Meine Hände wanderten zu ihrem Rücken, ich zog sie an mich, was es mir leicht machte, sie festzuhalten und zu spüren, wie ihre Brüste an meiner Brust rieben. Sie setzte sich gerade hin und erlaubte meinen Händen, sich von ihren Seiten zu ihrem Bauch zu bewegen. Sie streckte die Hand aus, hob ihr Shirt an, um ihre nackte Mitte zu zeigen, und beendete das Ausziehen, während ich meine Hände von ihrem freigelegten Bauch zu ihren perfekt großen Brüsten bewegte, die von einem winzigen Stück lila BH gehalten wurden. Er drückte sich gegen meine massierenden Hände und griff nach meinen Handgelenken, um ihn fester zu halten. Ihre Rückkehr wurde immer eindringlicher, dringender. Mein Schwanz wurde immer härter und seine Muschi wollte es. Kelley griff hinter sie und hakte ihren übergroßen BH auf, was dazu führte, dass ihre Brüste aufgrund ihres plötzlichen Mangels an Unterstützung ein wenig nachgaben. Meine Hände hielten inne, als ich auf ihr nacktes Oberteil starrte und fast auf die Frau starrte, die mit entblößten Brüsten vor mir stand. Ich griff erneut nach ihren Brüsten und dieses Mal konnte ich die harten Brustwarzen spüren, die zuvor unter ihrer Unterwäsche verborgen gewesen waren. Ich sah sie an, diese Göttin legte sich auf mich und versuchte mich mit all ihrer Kraft zu ficken, und ich hatte endlich genug. Ich ließ eine meiner Hände in ihre Hose gleiten und fing an, ihre nackte Fotze zu reiben, glitt mit meiner Hand in ihre Hose.

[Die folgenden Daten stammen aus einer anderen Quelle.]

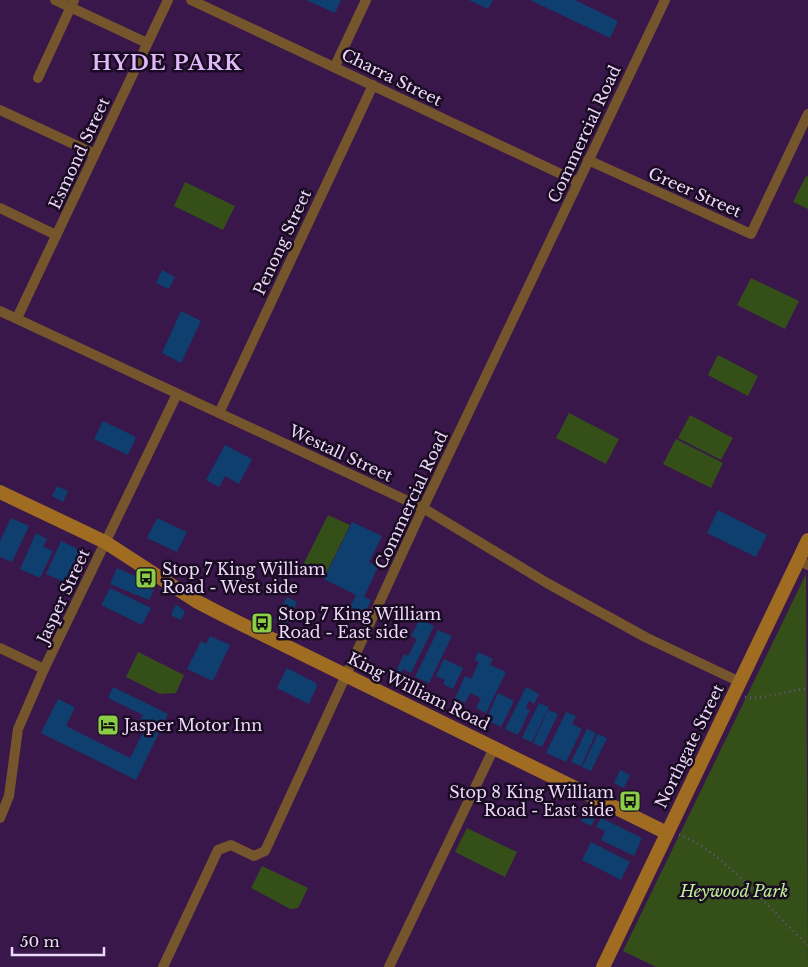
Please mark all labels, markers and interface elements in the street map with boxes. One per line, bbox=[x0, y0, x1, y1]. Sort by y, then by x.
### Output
street label: Charra Street bbox=[338, 44, 446, 110]
district label: HYDE PARK bbox=[92, 50, 242, 76]
street label: Commercial Road bbox=[543, 62, 625, 206]
street label: Esmond Street bbox=[44, 94, 114, 212]
street label: Greer Street bbox=[645, 163, 745, 221]
street label: Penong Street bbox=[249, 186, 315, 298]
street label: Westall Street bbox=[285, 420, 396, 486]
street label: Commercial Road bbox=[370, 428, 452, 572]
street label: Jasper Street bbox=[32, 546, 94, 648]
place label: Stop 7 King William Road - West side bbox=[162, 559, 325, 597]
bus stop icon: Stop 7 King William Road - West side bbox=[134, 566, 158, 590]
place label: Stop 7 King William Road - East side bbox=[278, 604, 441, 642]
bus stop icon: Stop 7 King William Road - East side bbox=[250, 611, 274, 635]
street label: King William Road bbox=[345, 648, 493, 734]
street label: Northgate Street bbox=[650, 681, 728, 811]
hotel icon: Jasper Motor Inn bbox=[96, 713, 120, 737]
place label: Jasper Motor Inn bbox=[122, 715, 262, 735]
place label: Stop 8 King William Road - East side bbox=[449, 782, 614, 820]
bus stop icon: Stop 8 King William Road - East side bbox=[618, 789, 642, 813]
park label: Heywood Park bbox=[679, 881, 788, 901]
scale bar bbox=[12, 924, 105, 956]
text: 50 m bbox=[20, 932, 60, 951]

Er schnappte nach Luft, als wäre er außer Atem, fing aber bald an zu keuchen und bettelte um mehr. Ich kann sagen, dass deine Muschi nass ist. Er wollte mich reinlassen, er ließ sie nicht nur warten, bis er es selbst tun musste. Ich rollte ihn auf den Boden und zog seine Hose aus, damit er auf dem Rücken liegen konnte. Ich ließ sein Höschen an, weil ich sehen wollte, wie er es auszieht. Ich beobachtete sie, wie sie auf dem Rücken lag, keuchte und mich anflehte, zu kommen und sie zu holen. Sie hielt ihre Brüste, während ich ihre Muschi rieb und aß. Ich benutzte meine Zunge, um ihre Fotze zu schieben, bevor der Fick den Rest erledigte, und schob das letzte Stück Stoff von ihrem Körper zur Seite. Ich hielt inne, um zu beobachten, wie sich seine Brust hob und senkte, während ich mich bemühte zu atmen, seine Brust sich vor Wut hob und senkte. Sobald sie aufhörte, griff sie nach unten auf ihre Hüften und zog ihr Höschen vollständig aus und zeigte mir, dass ihre Fotze zu einem glatten Landeplatz rasiert worden war.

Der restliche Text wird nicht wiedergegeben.